ON THIS DAY – July 5, 1894 

A short account was given last week of the supposed murder of a young woman named Minnie Hicks, aged 23, by Frederick Jordan, negro wharf labourer. She kept house for Jordan and Albert Johnson, at Sydney-place, and was last seen alive at the house occupied by a glassblower named Charles Turnbull and his mistress. This was at midnight on July 5. Next morning Jordan reported to the police that he had found her dead at 7 a.m. in the room he himself slept in, and he had no knowledge how she arrived there. Turnbull, however, put a different complexion on the case, stating that Jordan came to his place after the woman, found her tipsy, began beating her, and when remonstrated with dragged her off home. An examination of the body showed that she had died from the effects of severe beating about the head and body.
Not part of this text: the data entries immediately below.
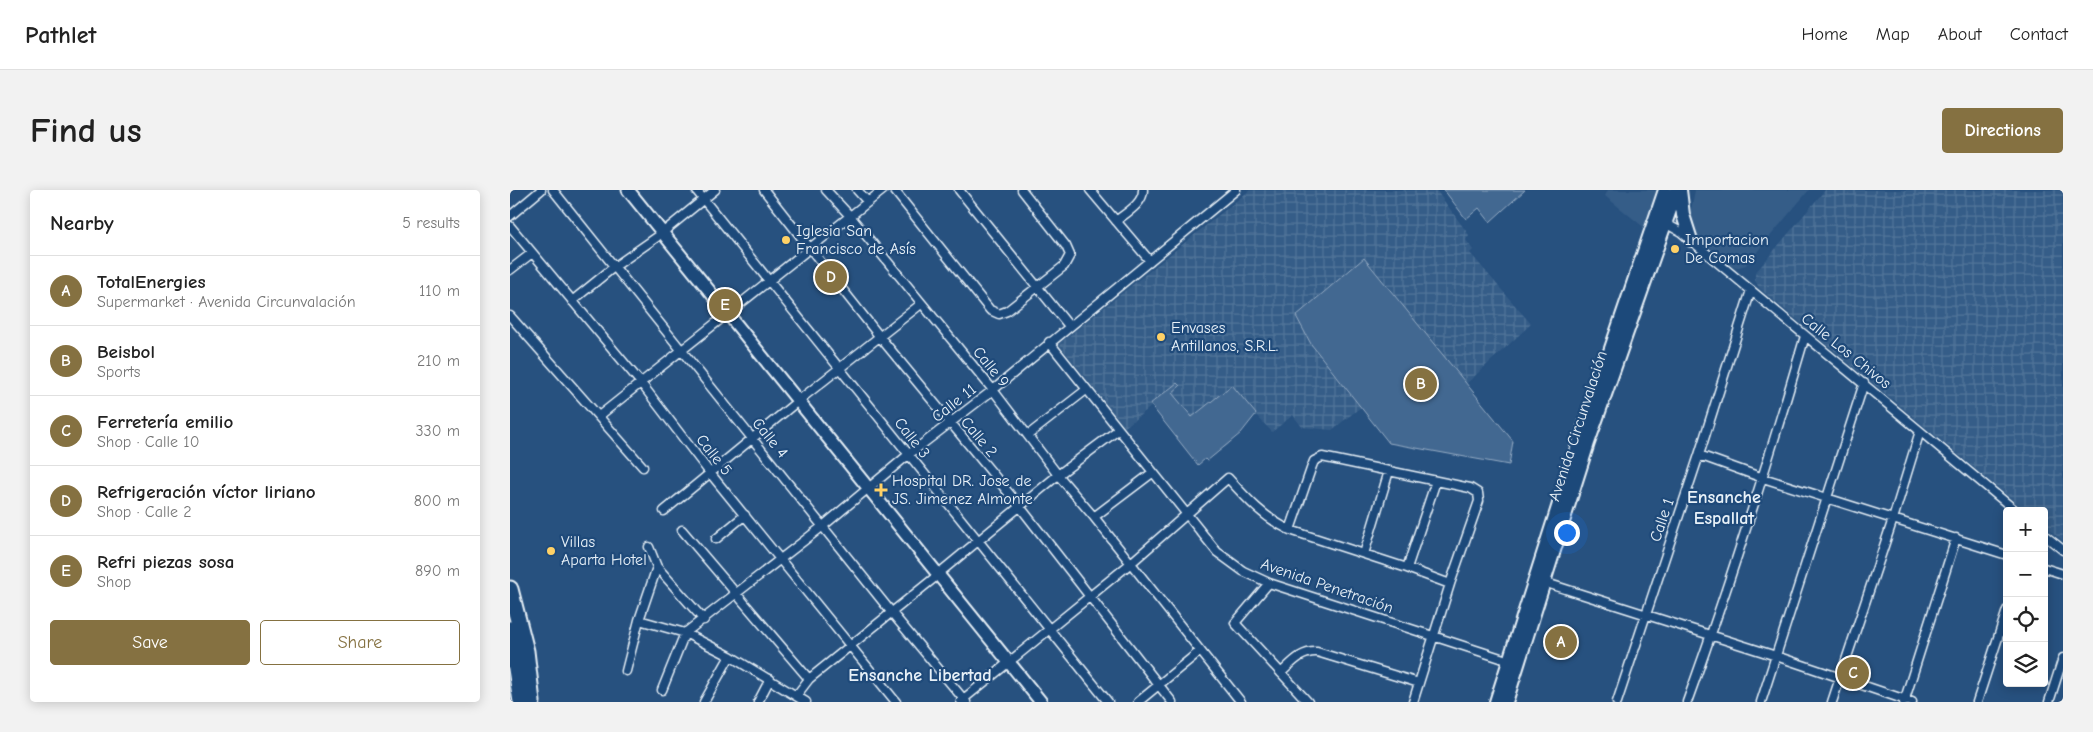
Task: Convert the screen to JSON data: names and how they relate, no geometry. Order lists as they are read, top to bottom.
{
  "streets": {
    "main road": ["Avenida Circunvalación"],
    "street": [
      "Calle Los Chivos",
      "Calle 9",
      "Calle 11",
      "Calle 2",
      "Calle 4",
      "Calle 3",
      "Calle 5",
      "Calle 1",
      "Avenida Penetración"
    ]
  },
  "crossings": [
    ["Calle Los Chivos", "Avenida Circunvalación"],
    ["Calle Los Chivos", "Calle 1"],
    ["Calle 9", "Calle 11"],
    ["Calle 11", "Calle 2"],
    ["Calle 11", "Calle 4"],
    ["Calle 11", "Calle 3"],
    ["Calle 11", "Calle 5"],
    ["Calle 11", "Avenida Penetración"],
    ["Avenida Circunvalación", "Avenida Penetración"]
  ],
  "districts": ["Ensanche Espallat", "Ensanche Libertad"],
  "places": {
    "other": [
      "Iglesia San Francisco de Asís",
      "Importacion De Comas",
      "Envases Antillanos, S.R.L.",
      "Villas Aparta Hotel"
    ],
    "health": ["Hospital DR. Jose de JS. Jimenez Almonte"]
  },
  "page": {
    "header": "Pathlet",
    "nav": [
      "Home",
      "Map",
      "About",
      "Contact"
    ],
    "buttons": [
      "Directions",
      ["Save", "Share"]
    ],
    "title": "Find us",
    "heading": ["Nearby", "5 results"],
    "list": [
      {
        "mark": "A",
        "name": "TotalEnergies",
        "note": "Supermarket · Avenida Circunvalación",
        "value": "110 m"
      },
      {
        "mark": "B",
        "name": "Beisbol",
        "note": "Sports",
        "value": "210 m"
      },
      {
        "mark": "C",
        "name": "Ferretería emilio",
        "note": "Shop · Calle 10",
        "value": "330 m"
      },
      {
        "mark": "D",
        "name": "Refrigeración víctor liriano",
        "note": "Shop · Calle 2",
        "value": "800 m"
      },
      {
        "mark": "E",
        "name": "Refri piezas sosa",
        "note": "Shop",
        "value": "890 m"
      }
    ],
    "pins": [
      "D",
      "E",
      "B",
      "A",
      "C"
    ],
    "map_buttons": ["+", "−"]
  }
}
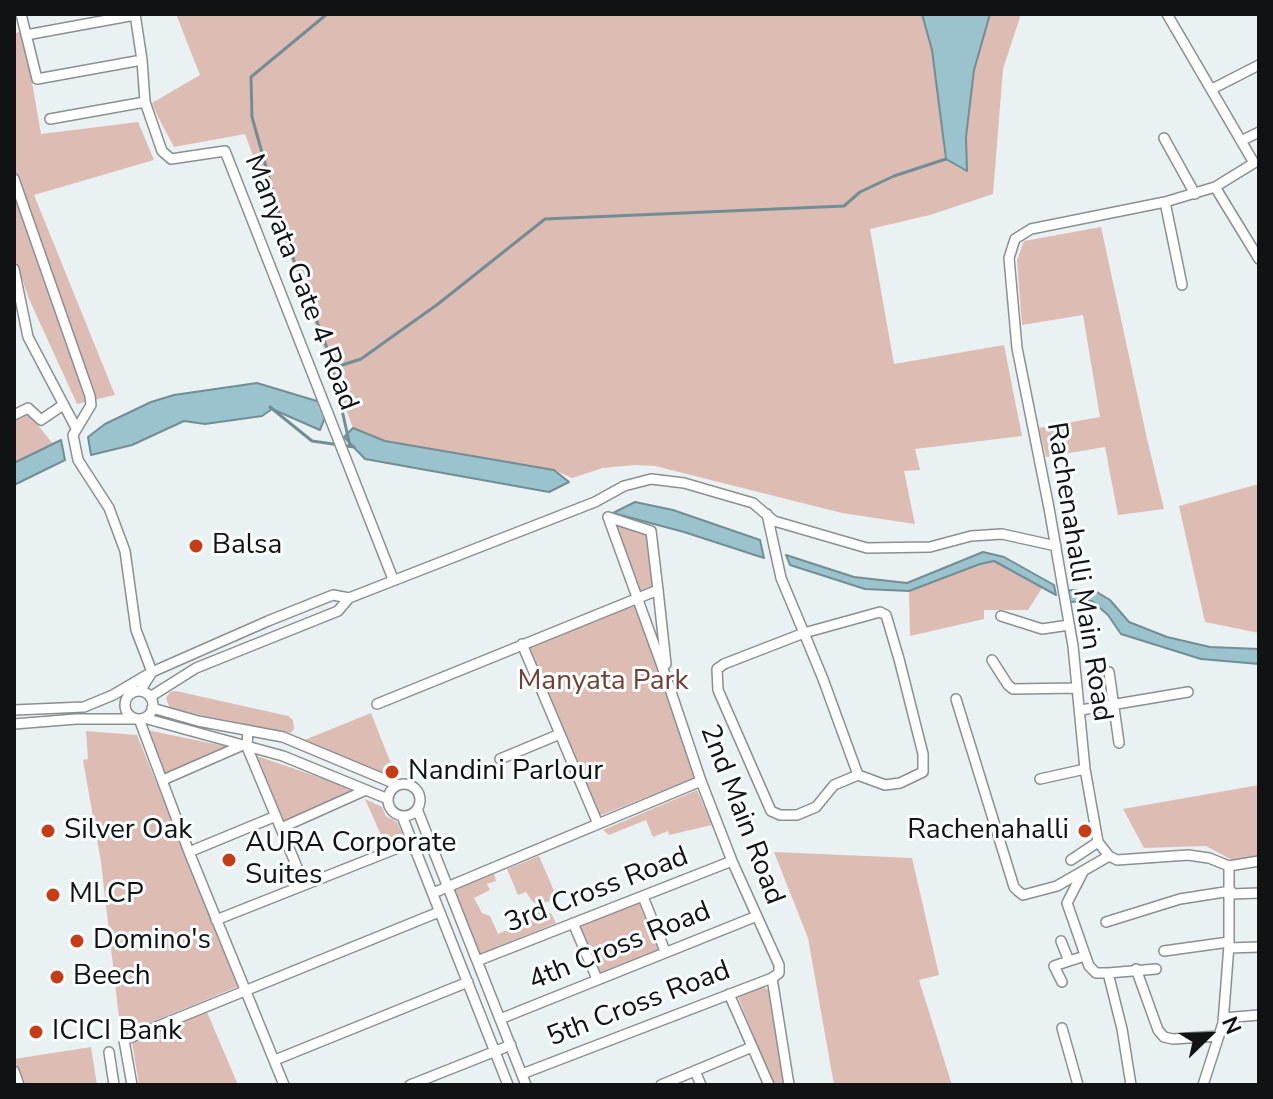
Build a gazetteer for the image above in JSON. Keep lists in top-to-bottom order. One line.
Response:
{"streets":{"street":["Manyata Gate 4 Road","Rachenahalli Main Road","2nd Main Road","3rd Cross Road","4th Cross Road","5th Cross Road"]},"crossings":[["2nd Main Road","3rd Cross Road"],["2nd Main Road","4th Cross Road"],["2nd Main Road","5th Cross Road"]],"parks":["Manyata Park"],"places":["Balsa","Nandini Parlour","Silver Oak","Rachenahalli","AURA Corporate Suites","MLCP","Domino's","Beech","ICICI Bank"],"north":"top right"}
It has since transpired that Minnie Hicks was married in 1888, at the age of 17, to a man now living at St. Kilda. They parted about 1890, through the wife taking to drink, and she left their one child with the father. About two years ago she took up with Jordan, who was often cruel to her. On the night preceding the fatality Jordan was hunting round the hotels for her, in the company of Charles Champ, wharf labourer, until nearly midnight. They then separated at Champ’s house, and Jordon went off to Turnbulls where he found the woman. The police in examining the premises discovered in the same room as the body a pair of trousers which were blood stained and torn. At the inquest on Tuesday Johnson gave evidence. All he knew was that on Thursday, July 5, Jordan told him not to give the woman money, as she would be sure to spend it on drink. In the afternoon she got 6s. from him to buy provisions for tea and came back with them, after which she left. Other witnesses showed that Jordan went to several public houses looking for the girl, who had got her friends to promise not to tell-of her whereabouts. Jordan ultimately found her at midnight and dragged her home. The man she married six years ago, Henry Crabtree, labourer, St. Kilda, said that she left him in November, 1891, having become a confirmed drunkard. He was a teetotaller. It appears that after being some time with Jordan, Minnie Hicks had shown a liking for another negro named Adam, and stayed with him. The society of the locality was proved to be anything but nice, and one or two of the women called owned to having been drinking with Minnie. The jury found that Jordan had committed wilful murder.